## Exercise directions
Go through the data and tally the lines that include "Gustave". The reply is that number alone.

*** Opening Source data ***

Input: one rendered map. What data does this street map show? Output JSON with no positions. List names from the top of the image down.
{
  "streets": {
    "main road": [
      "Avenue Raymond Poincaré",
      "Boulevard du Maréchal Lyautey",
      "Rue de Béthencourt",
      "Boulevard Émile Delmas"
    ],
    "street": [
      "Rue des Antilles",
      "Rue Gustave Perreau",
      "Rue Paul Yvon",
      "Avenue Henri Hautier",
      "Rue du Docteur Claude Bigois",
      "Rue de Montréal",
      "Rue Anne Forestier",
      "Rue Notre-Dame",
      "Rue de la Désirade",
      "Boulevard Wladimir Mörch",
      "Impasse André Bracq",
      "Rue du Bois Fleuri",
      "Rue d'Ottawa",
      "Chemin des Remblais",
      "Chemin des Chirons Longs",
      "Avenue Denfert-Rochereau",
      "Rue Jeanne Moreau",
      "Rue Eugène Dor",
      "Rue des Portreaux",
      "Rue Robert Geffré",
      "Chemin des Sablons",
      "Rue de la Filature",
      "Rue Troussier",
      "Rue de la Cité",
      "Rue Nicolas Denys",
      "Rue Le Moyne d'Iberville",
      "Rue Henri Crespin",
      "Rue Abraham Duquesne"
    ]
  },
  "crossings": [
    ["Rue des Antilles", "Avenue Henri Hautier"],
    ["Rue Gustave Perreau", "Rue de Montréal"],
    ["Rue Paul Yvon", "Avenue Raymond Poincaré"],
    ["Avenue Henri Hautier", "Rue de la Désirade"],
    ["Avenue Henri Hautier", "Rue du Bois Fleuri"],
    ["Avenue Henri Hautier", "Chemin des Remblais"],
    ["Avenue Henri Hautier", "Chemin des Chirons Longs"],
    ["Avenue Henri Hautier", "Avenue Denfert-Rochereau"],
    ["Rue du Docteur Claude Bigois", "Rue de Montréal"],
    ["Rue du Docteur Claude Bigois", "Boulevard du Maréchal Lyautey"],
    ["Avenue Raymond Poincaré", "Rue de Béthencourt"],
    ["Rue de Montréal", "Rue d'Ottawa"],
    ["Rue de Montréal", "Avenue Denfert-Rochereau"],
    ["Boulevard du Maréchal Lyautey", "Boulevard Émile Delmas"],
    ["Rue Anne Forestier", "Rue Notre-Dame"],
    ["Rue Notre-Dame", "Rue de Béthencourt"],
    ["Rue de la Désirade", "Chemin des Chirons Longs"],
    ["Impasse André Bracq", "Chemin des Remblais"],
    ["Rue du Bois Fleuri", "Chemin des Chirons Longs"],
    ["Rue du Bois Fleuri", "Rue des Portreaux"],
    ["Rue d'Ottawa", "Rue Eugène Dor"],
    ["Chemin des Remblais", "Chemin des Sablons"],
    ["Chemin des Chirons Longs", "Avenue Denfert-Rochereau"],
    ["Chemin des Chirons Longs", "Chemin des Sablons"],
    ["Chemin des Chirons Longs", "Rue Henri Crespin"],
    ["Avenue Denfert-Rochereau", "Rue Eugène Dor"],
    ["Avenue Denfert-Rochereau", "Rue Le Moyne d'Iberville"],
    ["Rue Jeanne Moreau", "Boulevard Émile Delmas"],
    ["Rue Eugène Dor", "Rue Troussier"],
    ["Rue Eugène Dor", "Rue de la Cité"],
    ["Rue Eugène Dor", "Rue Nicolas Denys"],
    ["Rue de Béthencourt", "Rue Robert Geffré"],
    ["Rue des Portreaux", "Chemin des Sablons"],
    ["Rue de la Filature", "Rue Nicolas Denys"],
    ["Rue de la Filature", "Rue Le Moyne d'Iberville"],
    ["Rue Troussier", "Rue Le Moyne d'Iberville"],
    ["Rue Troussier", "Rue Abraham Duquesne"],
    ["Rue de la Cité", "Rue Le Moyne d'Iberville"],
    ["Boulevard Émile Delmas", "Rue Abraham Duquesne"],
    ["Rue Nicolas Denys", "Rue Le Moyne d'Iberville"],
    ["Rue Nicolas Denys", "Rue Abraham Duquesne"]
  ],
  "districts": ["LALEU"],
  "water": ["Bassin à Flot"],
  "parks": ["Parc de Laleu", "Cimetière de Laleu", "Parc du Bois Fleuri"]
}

*** Closing Source data ***

## Solution
2